- _Task goal_
Your answer should hold every line of the records below that contains the string "JSON".

- _Data_
Start of Block

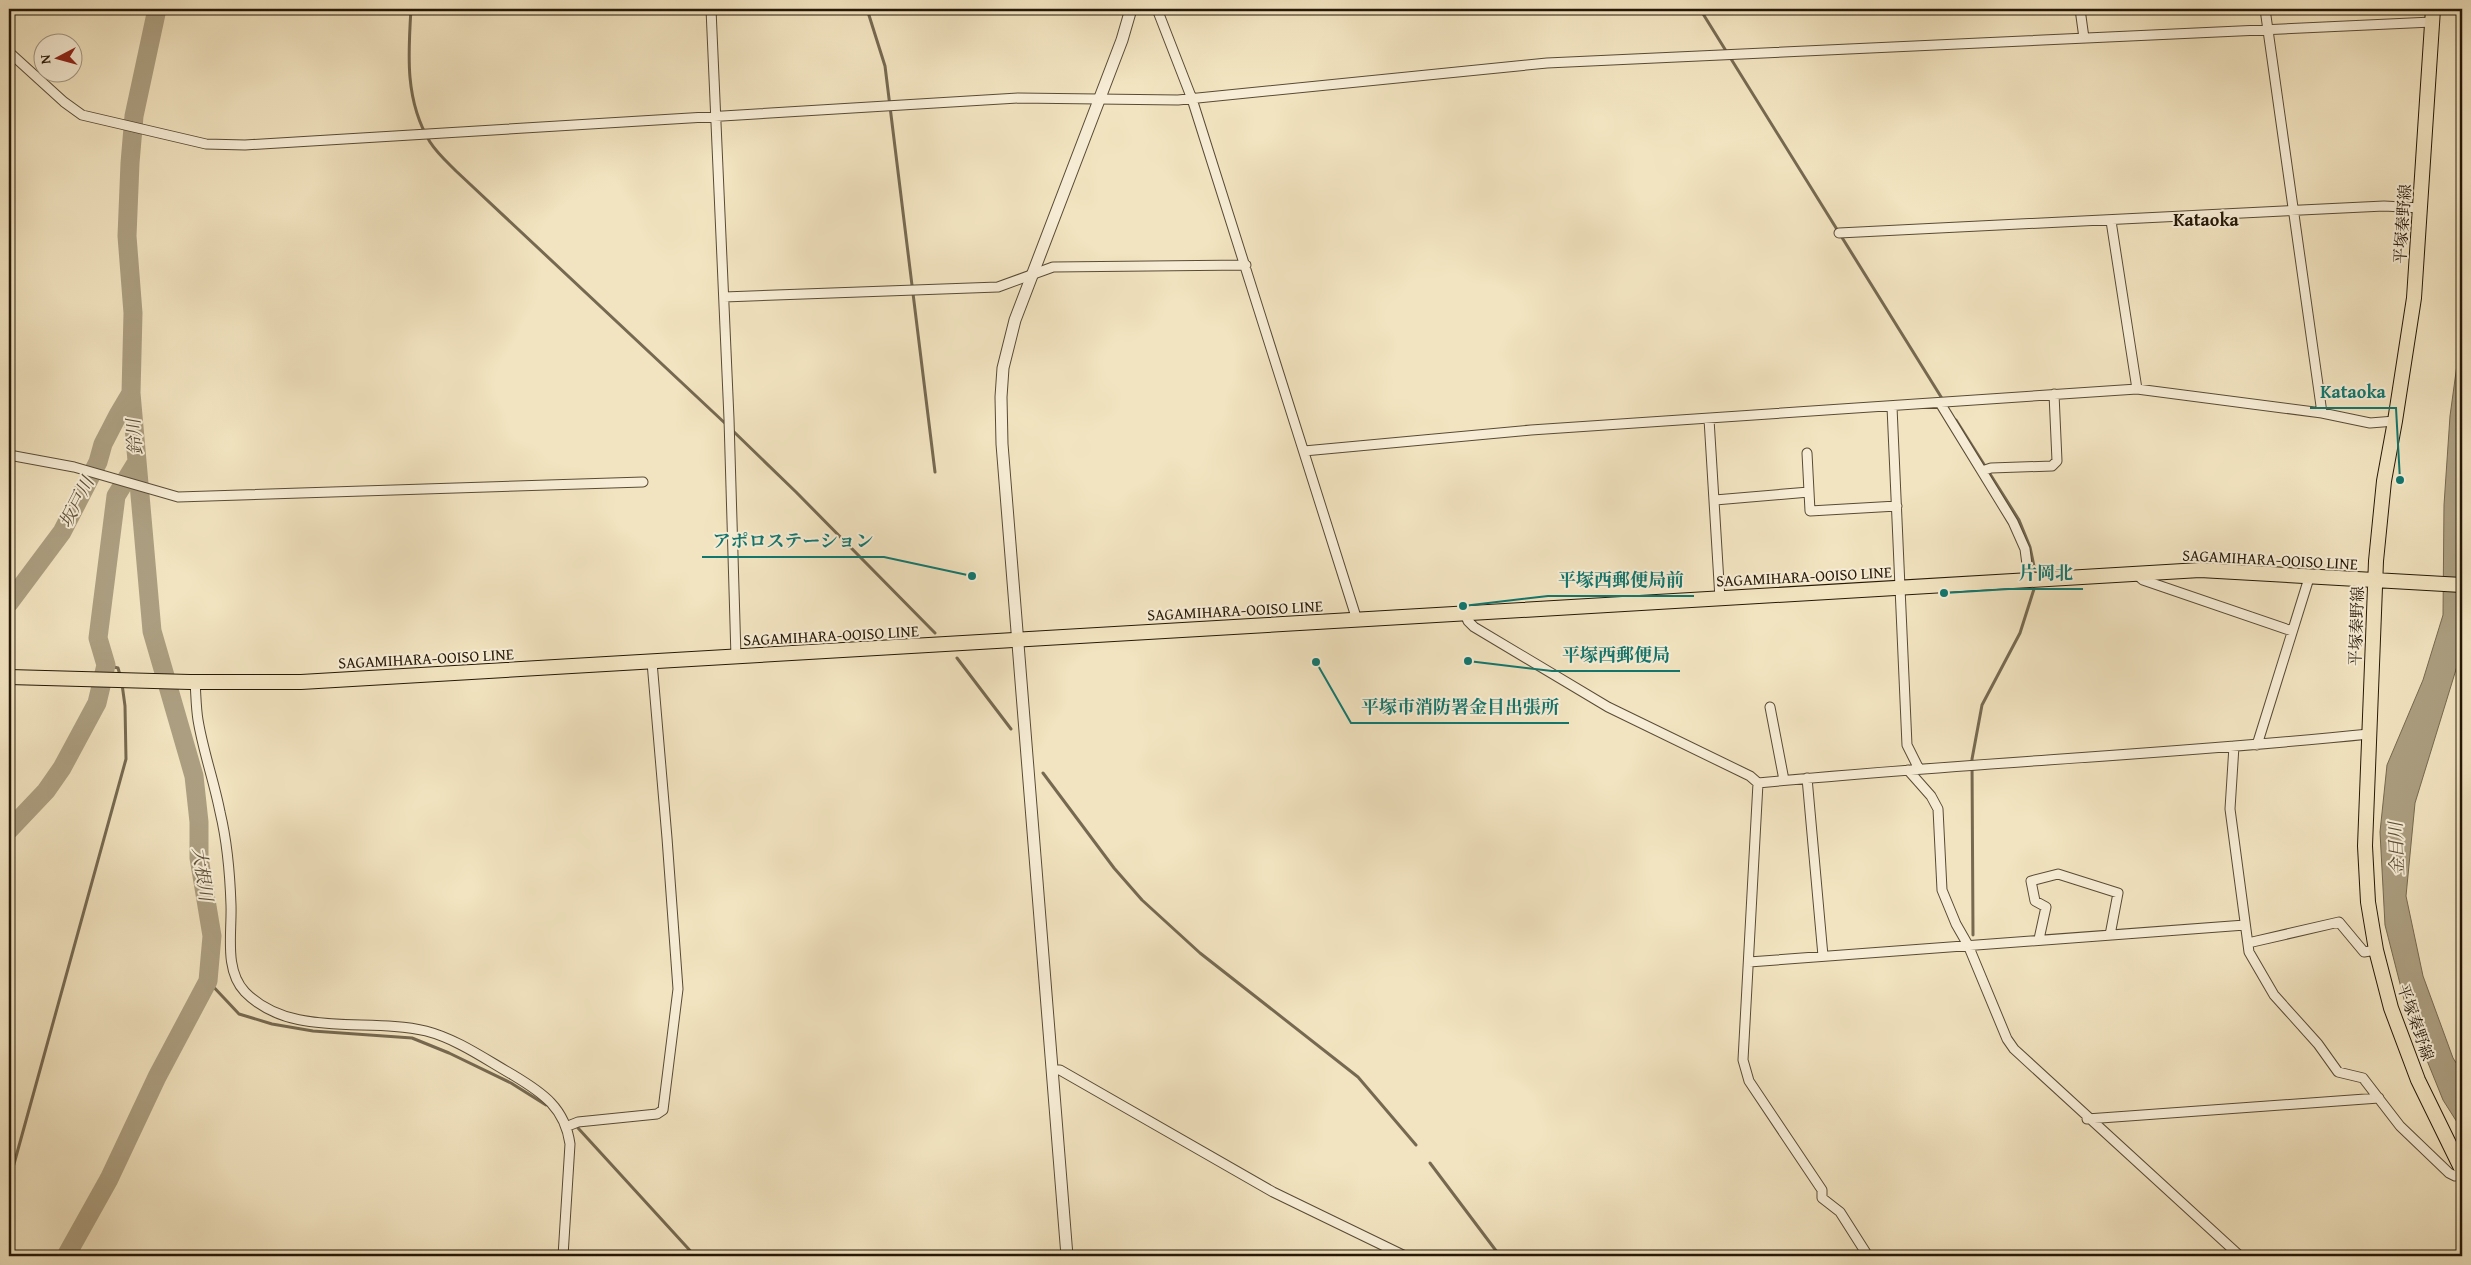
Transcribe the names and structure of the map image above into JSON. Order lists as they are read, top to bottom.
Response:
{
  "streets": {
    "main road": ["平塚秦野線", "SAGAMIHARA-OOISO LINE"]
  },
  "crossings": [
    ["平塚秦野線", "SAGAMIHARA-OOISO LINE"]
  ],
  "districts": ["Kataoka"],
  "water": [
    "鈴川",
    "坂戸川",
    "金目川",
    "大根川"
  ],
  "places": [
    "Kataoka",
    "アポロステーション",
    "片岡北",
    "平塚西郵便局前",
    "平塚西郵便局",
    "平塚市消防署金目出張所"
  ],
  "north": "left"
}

End of Block
Start of Block

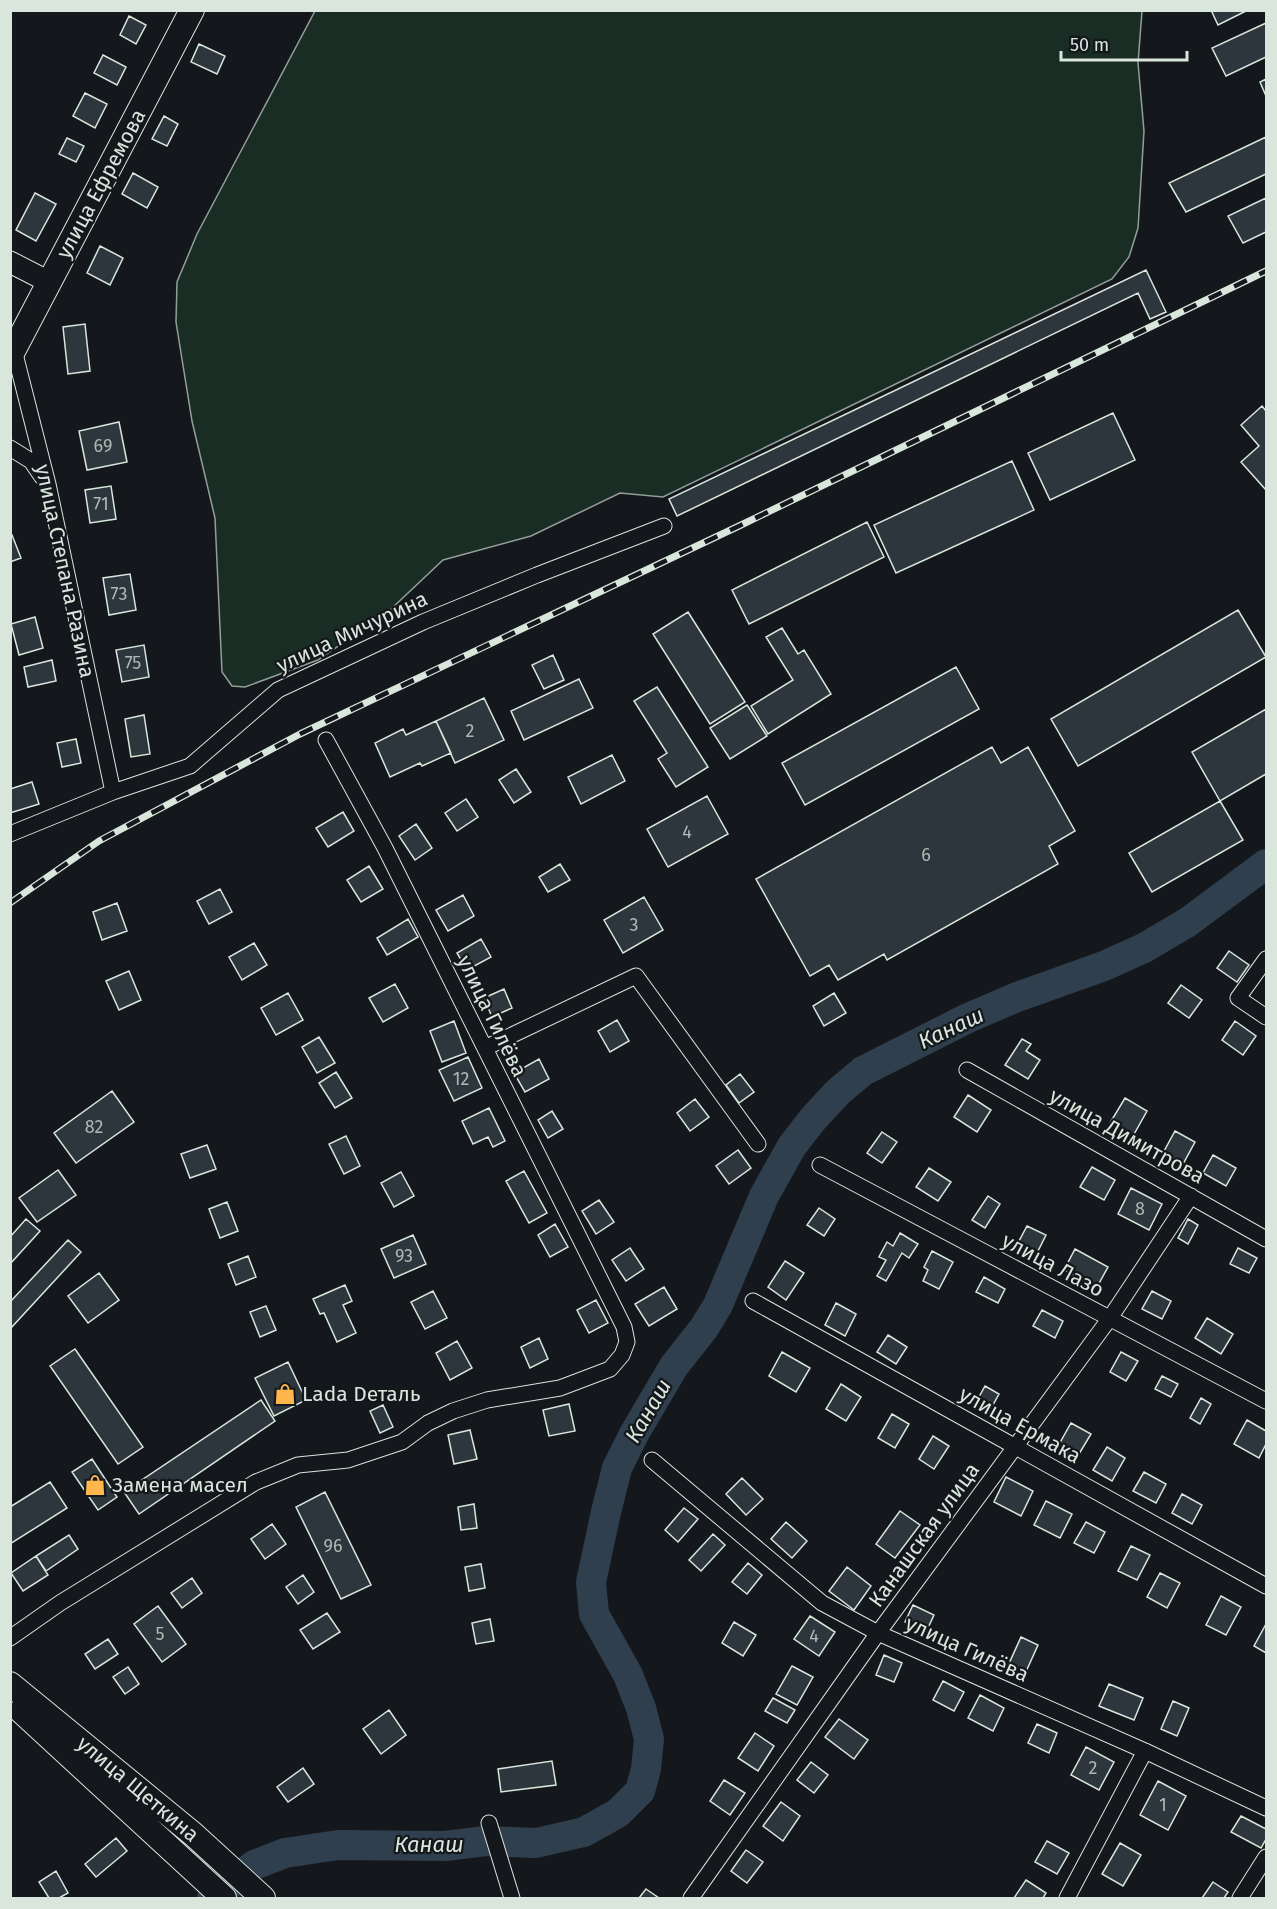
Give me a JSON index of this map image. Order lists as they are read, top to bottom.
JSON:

End of Block

- _Answer below_
Transcribe the names and structure of the map image above into JSON. Order lists as they are read, top to bottom.
Give me a JSON index of this map image. Order lists as they are read, top to bottom.
JSON:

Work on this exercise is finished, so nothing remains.